SOURCE DATA: Begin

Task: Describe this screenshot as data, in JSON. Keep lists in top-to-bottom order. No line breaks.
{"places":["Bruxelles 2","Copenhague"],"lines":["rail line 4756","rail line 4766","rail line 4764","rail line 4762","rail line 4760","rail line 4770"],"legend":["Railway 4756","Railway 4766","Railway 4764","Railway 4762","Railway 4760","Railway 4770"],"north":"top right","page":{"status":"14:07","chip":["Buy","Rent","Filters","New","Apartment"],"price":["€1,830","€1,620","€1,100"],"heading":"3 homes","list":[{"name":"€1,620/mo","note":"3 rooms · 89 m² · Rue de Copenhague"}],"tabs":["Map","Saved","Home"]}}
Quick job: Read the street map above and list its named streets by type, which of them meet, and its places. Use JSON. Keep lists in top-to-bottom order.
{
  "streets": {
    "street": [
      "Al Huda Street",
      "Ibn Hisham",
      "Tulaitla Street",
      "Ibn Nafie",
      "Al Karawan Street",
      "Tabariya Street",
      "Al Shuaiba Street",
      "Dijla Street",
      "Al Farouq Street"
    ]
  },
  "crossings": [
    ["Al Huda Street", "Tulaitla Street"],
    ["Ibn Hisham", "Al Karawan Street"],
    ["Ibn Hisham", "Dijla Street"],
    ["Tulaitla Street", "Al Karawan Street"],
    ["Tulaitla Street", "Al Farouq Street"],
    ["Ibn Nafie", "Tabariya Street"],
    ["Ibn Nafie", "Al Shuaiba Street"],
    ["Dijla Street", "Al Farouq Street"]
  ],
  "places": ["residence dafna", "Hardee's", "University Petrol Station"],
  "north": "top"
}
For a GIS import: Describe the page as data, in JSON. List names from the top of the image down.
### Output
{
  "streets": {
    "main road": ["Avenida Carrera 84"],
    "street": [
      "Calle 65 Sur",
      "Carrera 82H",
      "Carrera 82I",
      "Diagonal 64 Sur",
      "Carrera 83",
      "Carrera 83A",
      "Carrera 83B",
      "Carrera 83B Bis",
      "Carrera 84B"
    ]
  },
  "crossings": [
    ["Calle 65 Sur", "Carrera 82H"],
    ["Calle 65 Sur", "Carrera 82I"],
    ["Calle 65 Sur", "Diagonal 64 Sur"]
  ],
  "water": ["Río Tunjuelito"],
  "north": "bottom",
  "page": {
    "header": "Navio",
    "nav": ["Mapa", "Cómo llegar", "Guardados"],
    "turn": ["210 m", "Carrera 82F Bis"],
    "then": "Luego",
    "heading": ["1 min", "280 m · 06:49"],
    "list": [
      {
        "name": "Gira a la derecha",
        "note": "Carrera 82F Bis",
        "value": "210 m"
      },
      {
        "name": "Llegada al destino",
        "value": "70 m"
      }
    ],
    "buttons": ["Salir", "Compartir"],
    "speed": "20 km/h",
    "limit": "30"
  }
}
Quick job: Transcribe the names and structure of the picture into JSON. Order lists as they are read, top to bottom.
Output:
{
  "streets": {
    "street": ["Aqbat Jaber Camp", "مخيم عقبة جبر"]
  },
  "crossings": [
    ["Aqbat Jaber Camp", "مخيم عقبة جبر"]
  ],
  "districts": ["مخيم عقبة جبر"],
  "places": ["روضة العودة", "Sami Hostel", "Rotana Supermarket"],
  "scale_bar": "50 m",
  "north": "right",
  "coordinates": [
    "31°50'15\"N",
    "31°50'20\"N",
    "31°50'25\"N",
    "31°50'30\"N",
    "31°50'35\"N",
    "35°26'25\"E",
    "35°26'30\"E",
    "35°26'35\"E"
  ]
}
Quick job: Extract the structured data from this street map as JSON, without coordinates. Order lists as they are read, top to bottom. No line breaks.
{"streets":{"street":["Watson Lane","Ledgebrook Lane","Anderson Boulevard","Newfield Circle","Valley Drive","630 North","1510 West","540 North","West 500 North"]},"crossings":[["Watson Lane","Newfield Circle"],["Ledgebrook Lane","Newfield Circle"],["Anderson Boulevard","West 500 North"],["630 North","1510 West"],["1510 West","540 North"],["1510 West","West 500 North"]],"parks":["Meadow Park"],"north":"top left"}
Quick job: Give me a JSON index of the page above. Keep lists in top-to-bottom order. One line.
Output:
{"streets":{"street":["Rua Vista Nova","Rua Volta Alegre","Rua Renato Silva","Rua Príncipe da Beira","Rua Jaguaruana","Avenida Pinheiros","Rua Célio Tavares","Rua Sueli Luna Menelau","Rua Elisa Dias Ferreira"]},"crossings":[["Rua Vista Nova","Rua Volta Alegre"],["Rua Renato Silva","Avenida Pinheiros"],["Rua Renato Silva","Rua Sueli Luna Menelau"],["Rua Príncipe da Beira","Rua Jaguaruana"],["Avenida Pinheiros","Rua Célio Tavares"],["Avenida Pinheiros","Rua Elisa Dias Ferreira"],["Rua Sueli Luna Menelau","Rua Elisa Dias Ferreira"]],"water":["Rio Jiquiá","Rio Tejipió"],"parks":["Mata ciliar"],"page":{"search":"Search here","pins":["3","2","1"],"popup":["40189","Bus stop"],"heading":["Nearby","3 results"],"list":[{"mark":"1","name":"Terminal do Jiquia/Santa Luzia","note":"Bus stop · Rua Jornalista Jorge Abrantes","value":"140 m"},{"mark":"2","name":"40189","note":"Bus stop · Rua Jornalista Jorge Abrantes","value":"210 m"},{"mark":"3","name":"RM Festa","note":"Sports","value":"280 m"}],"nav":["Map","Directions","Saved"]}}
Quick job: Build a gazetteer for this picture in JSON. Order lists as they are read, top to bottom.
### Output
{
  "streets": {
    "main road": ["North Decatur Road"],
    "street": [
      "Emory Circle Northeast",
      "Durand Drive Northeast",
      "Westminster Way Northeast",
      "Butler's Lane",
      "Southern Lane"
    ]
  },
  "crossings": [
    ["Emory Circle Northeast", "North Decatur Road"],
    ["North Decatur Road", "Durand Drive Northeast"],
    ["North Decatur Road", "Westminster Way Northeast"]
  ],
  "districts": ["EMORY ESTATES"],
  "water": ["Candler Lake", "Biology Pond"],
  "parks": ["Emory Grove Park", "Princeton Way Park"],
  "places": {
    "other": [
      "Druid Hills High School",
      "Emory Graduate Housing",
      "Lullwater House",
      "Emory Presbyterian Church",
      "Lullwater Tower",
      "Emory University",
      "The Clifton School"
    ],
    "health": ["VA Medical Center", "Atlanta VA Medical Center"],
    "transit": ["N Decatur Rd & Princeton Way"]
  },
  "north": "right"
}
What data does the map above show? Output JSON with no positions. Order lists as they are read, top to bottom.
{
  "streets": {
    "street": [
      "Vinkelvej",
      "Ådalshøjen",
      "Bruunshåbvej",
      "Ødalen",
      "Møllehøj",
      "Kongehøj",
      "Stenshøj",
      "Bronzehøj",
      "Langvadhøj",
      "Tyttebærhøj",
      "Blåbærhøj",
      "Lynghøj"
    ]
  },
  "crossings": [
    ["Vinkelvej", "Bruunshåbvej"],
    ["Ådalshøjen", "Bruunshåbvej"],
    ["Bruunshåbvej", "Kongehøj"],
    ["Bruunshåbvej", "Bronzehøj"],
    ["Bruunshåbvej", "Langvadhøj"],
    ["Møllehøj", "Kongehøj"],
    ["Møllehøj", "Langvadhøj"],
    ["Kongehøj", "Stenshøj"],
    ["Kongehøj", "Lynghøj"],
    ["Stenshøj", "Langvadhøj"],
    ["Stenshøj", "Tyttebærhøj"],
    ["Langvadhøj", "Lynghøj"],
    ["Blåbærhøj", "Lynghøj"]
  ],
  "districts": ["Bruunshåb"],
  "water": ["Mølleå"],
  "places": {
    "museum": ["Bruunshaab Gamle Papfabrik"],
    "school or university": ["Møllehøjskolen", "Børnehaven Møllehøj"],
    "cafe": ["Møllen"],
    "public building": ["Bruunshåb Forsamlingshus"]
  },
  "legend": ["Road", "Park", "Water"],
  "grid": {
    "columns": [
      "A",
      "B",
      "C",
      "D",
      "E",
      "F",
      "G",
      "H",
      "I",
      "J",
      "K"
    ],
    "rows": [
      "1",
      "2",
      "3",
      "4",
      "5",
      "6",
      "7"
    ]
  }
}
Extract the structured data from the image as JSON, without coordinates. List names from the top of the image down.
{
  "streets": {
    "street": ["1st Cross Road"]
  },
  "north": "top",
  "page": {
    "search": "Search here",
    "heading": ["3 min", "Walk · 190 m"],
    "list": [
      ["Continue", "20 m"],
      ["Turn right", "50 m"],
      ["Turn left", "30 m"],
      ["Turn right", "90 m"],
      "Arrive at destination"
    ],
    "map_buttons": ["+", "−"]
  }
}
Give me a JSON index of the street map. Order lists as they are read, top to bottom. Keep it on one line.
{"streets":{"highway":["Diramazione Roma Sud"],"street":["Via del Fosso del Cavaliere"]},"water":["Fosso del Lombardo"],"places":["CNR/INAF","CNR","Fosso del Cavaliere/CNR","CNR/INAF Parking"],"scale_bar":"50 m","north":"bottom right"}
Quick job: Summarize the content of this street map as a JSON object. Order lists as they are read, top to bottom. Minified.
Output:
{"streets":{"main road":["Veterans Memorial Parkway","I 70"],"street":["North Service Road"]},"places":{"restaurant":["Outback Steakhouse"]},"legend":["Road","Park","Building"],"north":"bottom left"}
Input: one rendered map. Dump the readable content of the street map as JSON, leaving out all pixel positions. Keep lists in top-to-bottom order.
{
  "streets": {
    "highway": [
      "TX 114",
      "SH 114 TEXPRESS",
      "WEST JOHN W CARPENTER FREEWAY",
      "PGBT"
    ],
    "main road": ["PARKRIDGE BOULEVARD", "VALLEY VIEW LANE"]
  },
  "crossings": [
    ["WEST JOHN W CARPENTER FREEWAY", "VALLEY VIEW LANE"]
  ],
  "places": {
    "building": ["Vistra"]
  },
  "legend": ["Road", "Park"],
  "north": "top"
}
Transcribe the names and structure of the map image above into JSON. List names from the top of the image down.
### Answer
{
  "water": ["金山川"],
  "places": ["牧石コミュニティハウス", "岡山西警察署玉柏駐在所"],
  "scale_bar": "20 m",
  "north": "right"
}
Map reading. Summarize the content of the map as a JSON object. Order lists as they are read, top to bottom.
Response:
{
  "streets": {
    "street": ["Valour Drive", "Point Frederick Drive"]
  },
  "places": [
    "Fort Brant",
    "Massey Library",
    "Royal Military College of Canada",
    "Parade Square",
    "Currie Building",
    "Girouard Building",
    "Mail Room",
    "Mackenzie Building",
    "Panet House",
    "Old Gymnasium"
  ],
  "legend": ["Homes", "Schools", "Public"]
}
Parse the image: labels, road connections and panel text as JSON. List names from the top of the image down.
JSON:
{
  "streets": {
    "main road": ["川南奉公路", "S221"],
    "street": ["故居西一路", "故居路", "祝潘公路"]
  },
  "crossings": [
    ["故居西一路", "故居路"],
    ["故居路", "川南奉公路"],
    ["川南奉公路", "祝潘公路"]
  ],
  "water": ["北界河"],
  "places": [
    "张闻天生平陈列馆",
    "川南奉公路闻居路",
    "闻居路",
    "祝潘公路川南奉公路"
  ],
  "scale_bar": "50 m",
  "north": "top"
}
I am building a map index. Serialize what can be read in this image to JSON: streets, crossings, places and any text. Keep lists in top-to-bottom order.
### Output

SOURCE DATA: End

*PROBLEM TO SOLVE*
Where the word "text" shows up in a line of the entries above, copy that line.

*ANSWER BOX*
Parse the image: labels, road connections and panel text as JSON. List names from the top of the image down.
I am building a map index. Serialize what can be read in this image to JSON: streets, crossings, places and any text. Keep lists in top-to-bottom order.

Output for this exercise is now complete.